A new car is needed: finance or lease? No money in the bank account. Nevertheless a new vehicle must her? If there are no reserves for a personal vehicle in college, a loan or lease can help. For private individuals, traditional credit is generally more suitable for financing vehicles and offers good transparency of costs.
Leasing: consider the pros and cons
Whether someone chooses to finance through a loan or enter into a lease agreement: Both variants have advantages and disadvantages. This should be reviewed before making a final decision in any case. Leasing often involves financing new and annual cars, which can be tempting at first glance. The condition of the cars is usually very good.
For private individuals, however, financing a vehicle under a leasing contract is usually not worthwhile. This is due to the fact that private individuals can not claim the rates for tax purposes.
The situation is different, however, for self-employed persons: They can deduct the leasing installments from their taxes. Even if the car is used mainly for business, it will be difficult to deduct the installments in the tax return. A loan is usually the better option here.

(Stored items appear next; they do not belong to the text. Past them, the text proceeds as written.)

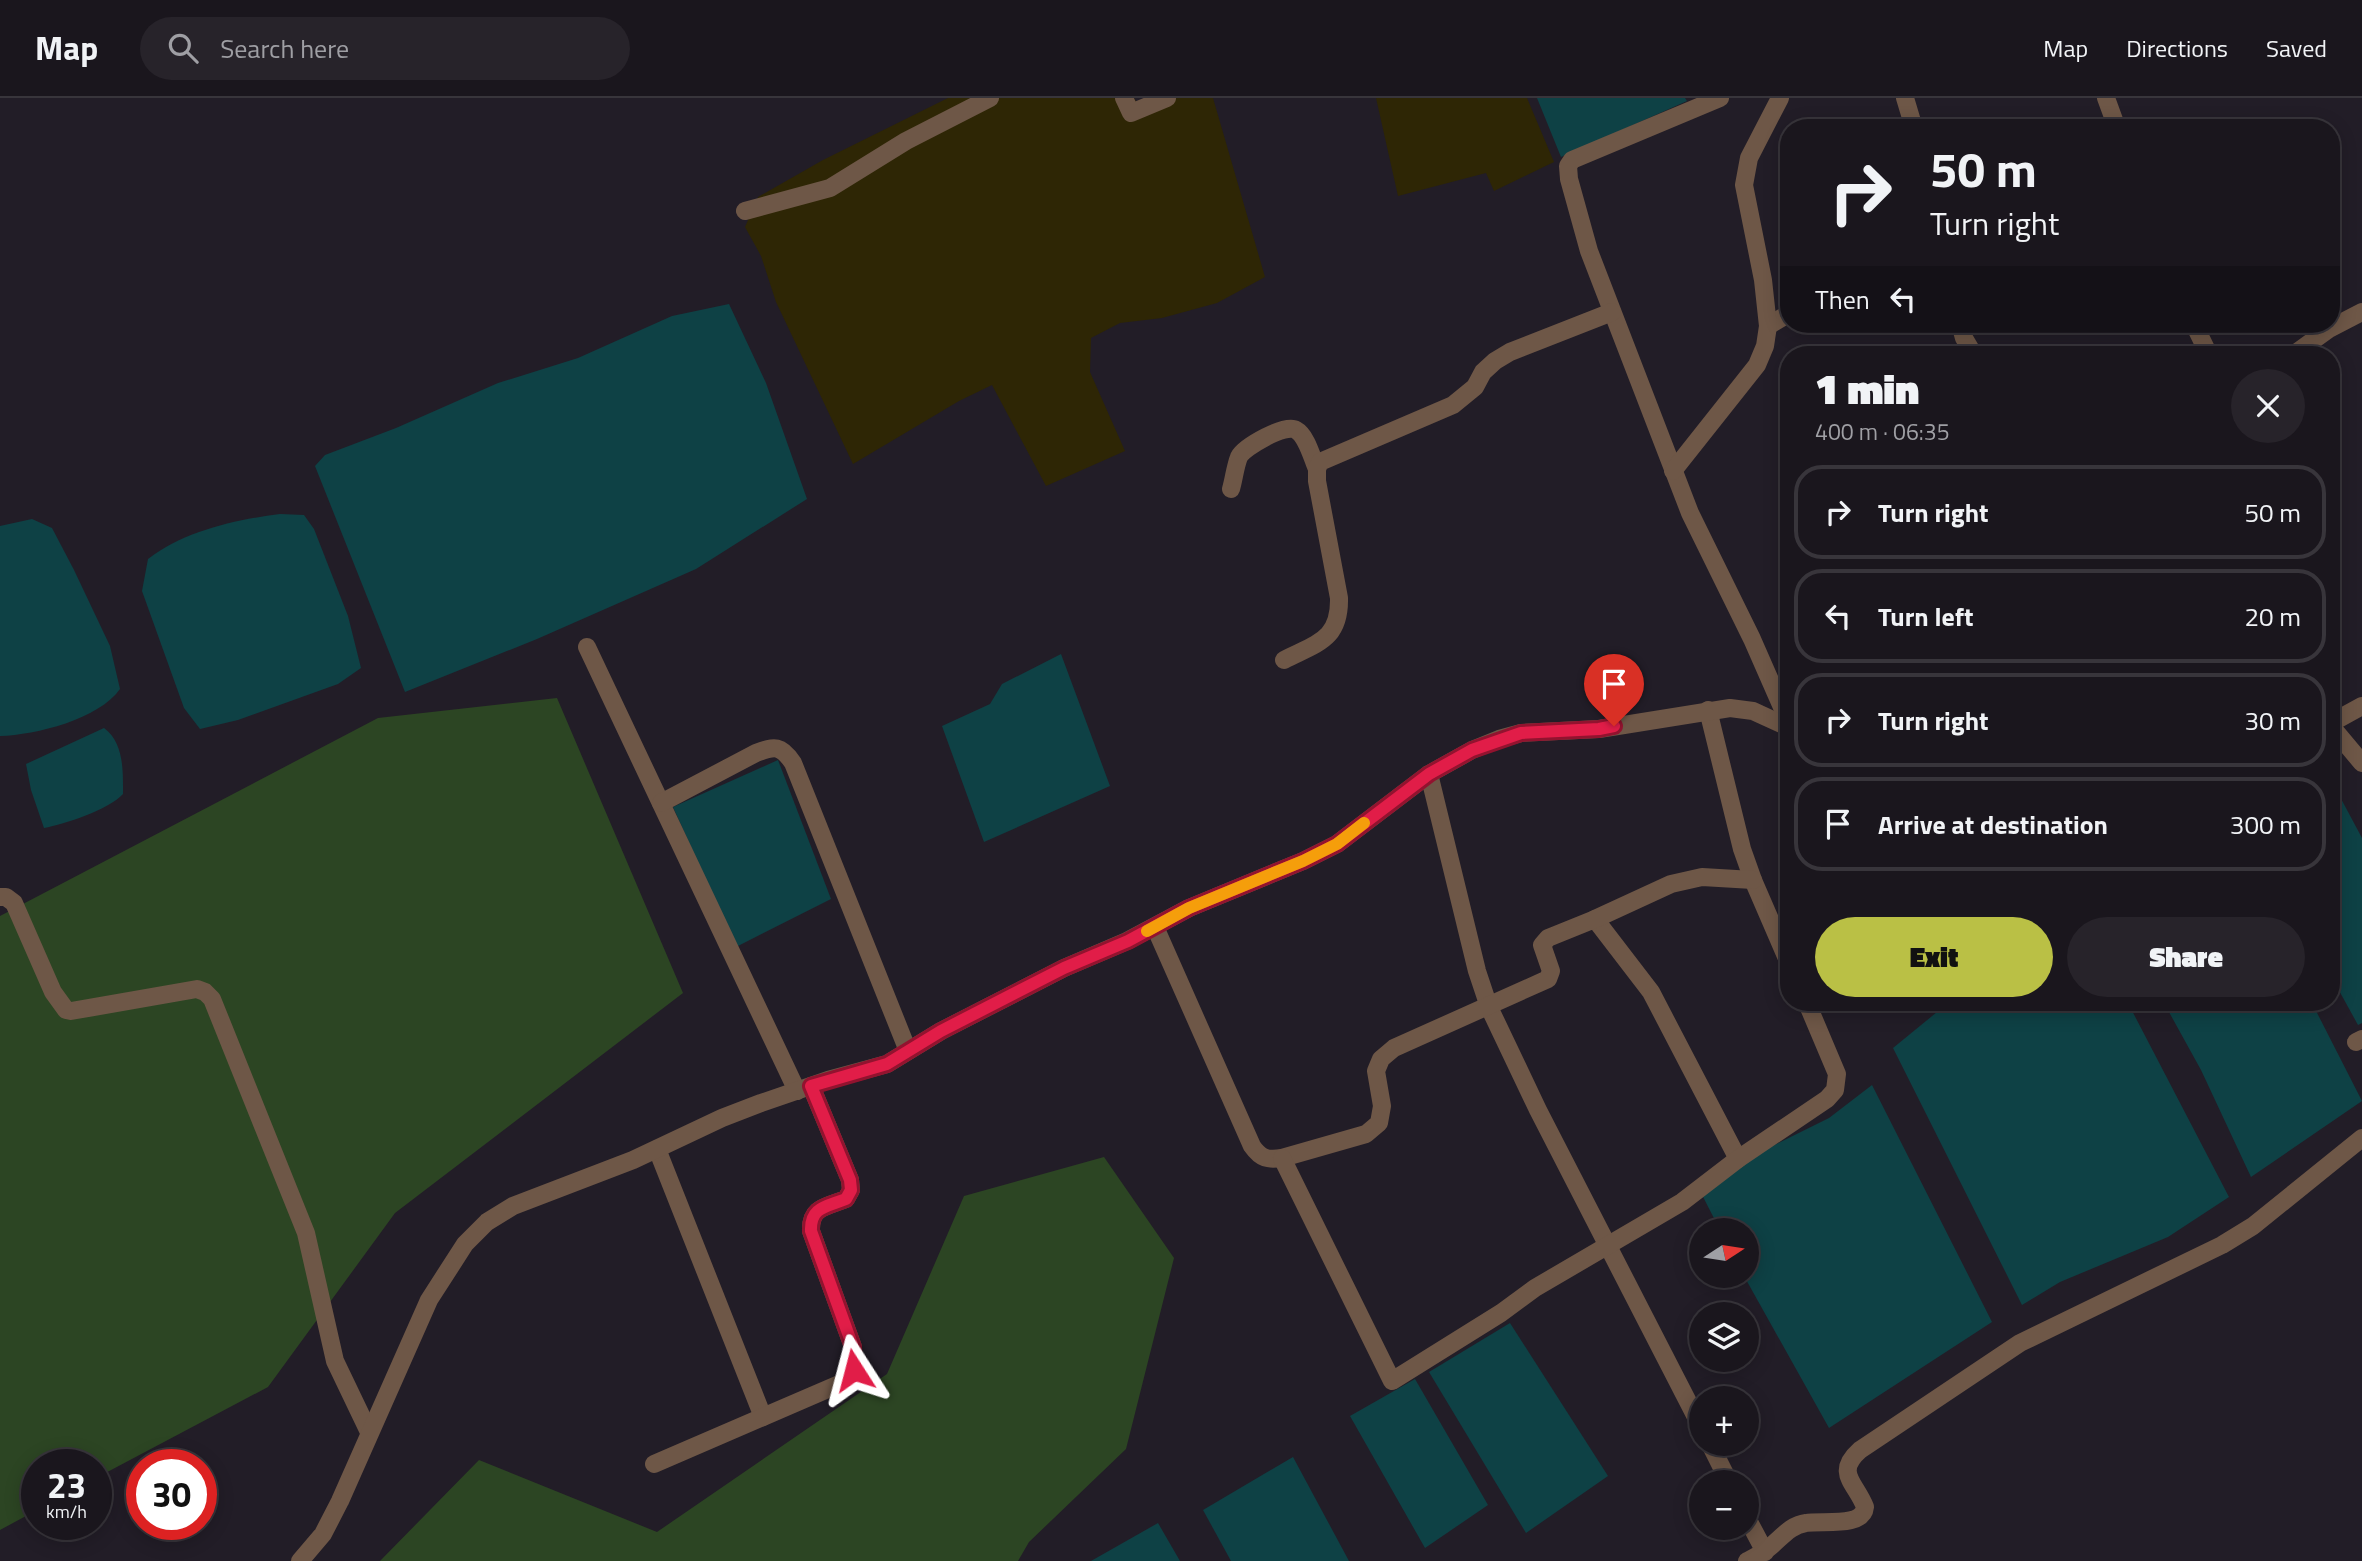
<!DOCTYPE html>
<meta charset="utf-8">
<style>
:root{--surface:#1a161d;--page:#27232a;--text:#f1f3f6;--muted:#9f9fa4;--line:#38353b;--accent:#bac045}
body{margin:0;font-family:"Titillium Web",sans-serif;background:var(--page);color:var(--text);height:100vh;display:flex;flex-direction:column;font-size:26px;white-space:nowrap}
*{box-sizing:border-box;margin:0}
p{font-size:23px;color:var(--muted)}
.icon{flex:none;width:38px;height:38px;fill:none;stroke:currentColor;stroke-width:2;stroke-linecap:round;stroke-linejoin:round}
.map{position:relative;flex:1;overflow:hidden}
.panel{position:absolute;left:1780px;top:248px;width:560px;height:665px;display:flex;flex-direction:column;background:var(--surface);border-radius:28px;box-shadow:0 4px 18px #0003,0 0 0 2px var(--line)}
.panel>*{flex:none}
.top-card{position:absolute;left:1780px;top:21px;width:560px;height:214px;border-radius:28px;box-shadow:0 4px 18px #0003,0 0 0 2px var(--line);background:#1a161d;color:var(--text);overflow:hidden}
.needle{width:46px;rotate:78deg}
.buttons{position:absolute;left:1689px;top:1120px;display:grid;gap:14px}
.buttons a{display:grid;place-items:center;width:70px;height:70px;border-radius:50%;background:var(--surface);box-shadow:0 4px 18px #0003,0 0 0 2px var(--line);font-size:35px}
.speed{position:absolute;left:21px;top:1351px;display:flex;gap:14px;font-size:35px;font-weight:700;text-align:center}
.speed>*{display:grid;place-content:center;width:91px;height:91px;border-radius:50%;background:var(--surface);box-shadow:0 4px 18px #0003,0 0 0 2px var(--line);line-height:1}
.speed small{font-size:18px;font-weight:400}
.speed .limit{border:10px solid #d22;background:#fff;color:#111}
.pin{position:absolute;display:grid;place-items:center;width:60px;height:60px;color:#fff;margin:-72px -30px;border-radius:50% 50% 50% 0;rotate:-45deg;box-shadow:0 0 7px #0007}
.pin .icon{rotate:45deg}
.me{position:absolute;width:77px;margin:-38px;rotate:351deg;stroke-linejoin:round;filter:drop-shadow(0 0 5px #0008)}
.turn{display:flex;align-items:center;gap:24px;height:147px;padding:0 35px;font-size:32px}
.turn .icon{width:91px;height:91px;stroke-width:2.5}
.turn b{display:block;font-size:49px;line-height:60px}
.then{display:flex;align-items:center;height:66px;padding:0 35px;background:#0003;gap:14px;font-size:26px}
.round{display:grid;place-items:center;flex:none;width:74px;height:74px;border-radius:37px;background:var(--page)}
.head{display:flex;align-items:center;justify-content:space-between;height:119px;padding:0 35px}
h1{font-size:42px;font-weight:800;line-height:52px}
.primary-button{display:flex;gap:14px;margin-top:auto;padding:14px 35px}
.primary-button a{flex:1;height:80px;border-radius:42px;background:var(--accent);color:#111;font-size:28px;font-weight:800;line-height:80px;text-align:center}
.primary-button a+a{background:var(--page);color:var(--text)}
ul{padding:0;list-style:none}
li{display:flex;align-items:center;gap:21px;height:94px;margin:0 14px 10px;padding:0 21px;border:4px solid var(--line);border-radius:28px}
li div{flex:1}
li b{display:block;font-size:26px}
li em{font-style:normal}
header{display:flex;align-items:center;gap:42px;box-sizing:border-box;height:98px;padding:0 35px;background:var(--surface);border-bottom:2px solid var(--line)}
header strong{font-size:33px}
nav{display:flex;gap:38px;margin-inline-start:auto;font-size:24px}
.search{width:490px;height:63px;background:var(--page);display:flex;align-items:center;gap:18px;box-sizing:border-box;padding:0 24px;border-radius:38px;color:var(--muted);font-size:26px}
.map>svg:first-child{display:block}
.green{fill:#2c4523}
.sand{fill:#2e2605}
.water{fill:#0e4145}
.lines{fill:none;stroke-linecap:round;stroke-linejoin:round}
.minor{stroke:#6e5747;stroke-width:18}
.route-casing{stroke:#92132f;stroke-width:18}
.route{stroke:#e11d48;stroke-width:12}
.slow{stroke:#f59e0b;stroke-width:12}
</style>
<header>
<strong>Map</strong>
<div class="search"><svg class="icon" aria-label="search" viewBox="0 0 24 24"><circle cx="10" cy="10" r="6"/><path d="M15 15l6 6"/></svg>Search here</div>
<nav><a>Map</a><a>Directions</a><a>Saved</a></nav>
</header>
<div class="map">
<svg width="2362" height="1463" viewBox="0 0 2362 1463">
<rect width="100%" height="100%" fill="#221d27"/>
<g class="green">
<path d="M557,600L683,895L395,1115L268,1289L96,1380V1367H37V1412L0,1432V818L378,620Z"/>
<path d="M1104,1059L1174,1160L1126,1351L1029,1444L1018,1463H380L479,1362L657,1434L887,1276L964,1098Z"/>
</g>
<g class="sand">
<path d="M948,0H1134L1137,5L1149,0H1213L1265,179L1217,205L1162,220L1120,225L1091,240L1090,274L1125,353L1046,388L992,287L959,303L853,366L776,204L761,158L745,129L758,99L823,62Z"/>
<path d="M1376,0H1527L1554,64L1494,93L1486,75L1398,98Z"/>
</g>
<g class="water">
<path d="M1537,0H1685L1687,3L1561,59Z"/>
<path d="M729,206L766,285L807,401L696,471L537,541L405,594L315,368L325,357L396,330L498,285L578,260L672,218Z"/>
<path d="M280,416L304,417L314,431L348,518L361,570L338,586L238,622L200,631L184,610L142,493L148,461C185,433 234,422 280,416Z"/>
<path d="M32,421L52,430L74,472L110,548L120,591C99,621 36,637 0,638V428Z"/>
<path d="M1061,556L1110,688L984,744L942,628L990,606L1002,586Z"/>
<path d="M104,630C124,645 123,672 123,696C108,712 65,726 44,730L31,692L26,666Z"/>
<path d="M778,662L831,801L736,849L673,709Z"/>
<path d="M2331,682L2362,740V925L2358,927L2331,878Z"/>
<path d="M1948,905H2128L2229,1099L2168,1139L2060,1184L2022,1207L1893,950Z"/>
<path d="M2164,905H2312L2362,1003L2251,1079L2201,972Z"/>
<path d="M1872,987L1992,1224L1829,1330L1744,1178H1746V1132H1720L1699,1091L1724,1072L1829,1020Z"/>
<path d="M1510,1225L1608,1378L1526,1435L1429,1274Z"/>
<path d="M1415,1281L1488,1407L1425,1450L1350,1318Z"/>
<path d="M1293,1359L1349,1463H1231L1203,1412Z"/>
<path d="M1158,1425L1180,1463H1091Z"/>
</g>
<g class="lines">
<g class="minor">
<path d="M1124,0L1131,15L1167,0"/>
<path d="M1720,0L1572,62L1568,68L1569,81L1589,153L1690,415L1752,541L1788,623"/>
<path d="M1905,0L1914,30"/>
<path d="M2106,0L2117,30"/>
<path d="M745,113L830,90L906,43L990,0"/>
<path d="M1960,226L1964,240L1974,257"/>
<path d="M2194,226L2209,257"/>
<path d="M1768,228L1788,216"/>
<path d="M2293,257L2329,231L2362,214"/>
<path d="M1673,373L1757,267L1765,248L1768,228L1763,182L1744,87L1749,60L1780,0"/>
<path d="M1231,391C1234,381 1235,369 1239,359C1244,349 1286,325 1296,332C1307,338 1312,360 1317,371"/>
<path d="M587,549L797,993"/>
<path d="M1284,562C1317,545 1340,542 1339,500L1317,383V371L1320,364L1453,307L1475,289L1483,274L1495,263L1510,254L1612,214"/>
<path d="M1708,612L1742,751L1753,782L1788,863"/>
<path d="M2331,625L2362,608"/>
<path d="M2331,628L2362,665"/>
<path d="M1429,676L1477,873L1489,909L1538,1012L1701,1329"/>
<path d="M661,705L756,655C775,648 781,647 793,665L908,953"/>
<path d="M0,799H6L14,805L53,894L66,912L71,913L197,891L205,894L212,901L306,1135L335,1263L369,1334"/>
<path d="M1595,821L1651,894L1738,1061"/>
<path d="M1155,829L1252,1048C1261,1061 1268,1062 1282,1060L1366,1036L1379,1025L1382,1008L1376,973L1381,961L1394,950L1548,881L1551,873L1542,847L1548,840L1595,821L1671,786L1702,779L1753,782"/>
<path d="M2356,944L2362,941"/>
<path d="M657,1051L763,1319"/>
<path d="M1282,1060L1392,1283L1501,1215L1535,1190L1682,1104L1738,1061L1827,1001L1835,992L1837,976L1807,905"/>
<path d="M1710,1346L1729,1384"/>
<path d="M654,1366L844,1284L854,1271L853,1249L811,1133C810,1109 826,1109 846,1101L851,1092L850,1082L811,988"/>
<path d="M1746,1418L1765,1454"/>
<path d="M300,1463L323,1436L340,1403L429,1202L465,1146L487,1124L513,1108L633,1062L722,1020L761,1005L828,982L887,966L941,933L1064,870L1127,843L1189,810L1303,763L1337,746L1429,676L1472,652L1499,641L1521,635L1599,631L1730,610L1753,613L1788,629"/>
<path d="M1747,1463C1753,1460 1760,1457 1766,1452C1779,1443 1789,1427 1806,1425C1822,1422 1863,1430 1865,1409C1856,1385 1834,1375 1860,1352L2020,1245L2222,1147L2253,1128L2362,1040"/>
</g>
</g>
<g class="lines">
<defs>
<path id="route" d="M854,1272L853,1249L811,1133C810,1109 826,1109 846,1101L851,1092L850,1082L811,988L887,966L941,933L1064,870L1128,843L1189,810L1303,763L1337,746L1429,676L1472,652L1521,635L1599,631L1614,628"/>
</defs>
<use href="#route" class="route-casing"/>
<use href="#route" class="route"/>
<path class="slow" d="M1147,833L1189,810L1303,763L1337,746L1364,725"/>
</g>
</svg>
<div class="buttons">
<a><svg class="needle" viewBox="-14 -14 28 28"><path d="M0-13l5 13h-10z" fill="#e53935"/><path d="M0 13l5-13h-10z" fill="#9f9fa4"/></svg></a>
<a><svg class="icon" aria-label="layers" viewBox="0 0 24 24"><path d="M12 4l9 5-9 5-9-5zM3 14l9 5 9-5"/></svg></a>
<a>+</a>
<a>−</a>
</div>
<div class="speed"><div>23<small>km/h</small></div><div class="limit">30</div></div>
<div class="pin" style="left:1614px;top:628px;background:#d93025"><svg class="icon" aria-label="arrive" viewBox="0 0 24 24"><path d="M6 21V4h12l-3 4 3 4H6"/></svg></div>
<svg class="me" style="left:854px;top:1272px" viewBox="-20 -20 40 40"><path d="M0-17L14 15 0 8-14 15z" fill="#e11d48" stroke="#fff" stroke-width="4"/></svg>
<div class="top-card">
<div class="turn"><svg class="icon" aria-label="right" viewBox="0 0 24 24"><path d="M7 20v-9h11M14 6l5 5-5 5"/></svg><div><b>50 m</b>Turn right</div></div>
<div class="then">Then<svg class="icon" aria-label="left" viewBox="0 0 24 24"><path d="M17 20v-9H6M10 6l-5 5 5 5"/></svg></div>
</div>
<section class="panel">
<div class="head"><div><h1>1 min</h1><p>400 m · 06:35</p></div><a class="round"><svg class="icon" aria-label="close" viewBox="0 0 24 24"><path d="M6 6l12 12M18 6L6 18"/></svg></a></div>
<ul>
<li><svg class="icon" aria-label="right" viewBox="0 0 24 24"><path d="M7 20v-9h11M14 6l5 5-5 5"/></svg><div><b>Turn right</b></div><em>50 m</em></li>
<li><svg class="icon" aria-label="left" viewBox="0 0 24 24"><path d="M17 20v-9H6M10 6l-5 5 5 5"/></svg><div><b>Turn left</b></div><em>20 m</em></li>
<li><svg class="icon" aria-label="right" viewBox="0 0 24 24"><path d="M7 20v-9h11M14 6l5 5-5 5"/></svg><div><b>Turn right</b></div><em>30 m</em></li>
<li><svg class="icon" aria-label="arrive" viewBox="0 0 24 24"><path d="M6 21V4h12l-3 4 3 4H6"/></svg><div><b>Arrive at destination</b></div><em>300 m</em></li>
</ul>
<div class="primary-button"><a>Exit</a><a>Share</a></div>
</section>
</div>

This speaks for a loan with private individuals
In addition, it must be remembered that the borrower becomes the owner of the vehicle immediately after repayment. Leasing is different: Here, the leasing bank or the leasing company remains the sole partner. The leasing company initially owner, even if the installments are fully paid off. If the car is still to change hands, the most common method is for the lessee to pay the residual value after the lease expires. Only then is ownership transferred to the lessee.
Besides this legal thing, there is something else that speaks in favor of a loan agreement. With a classic loan for financing, there is greater transparency in the costs: it is easy to see what still has to be paid. The installments are easy to plan and it is generally easier to keep track of what is coming up financially.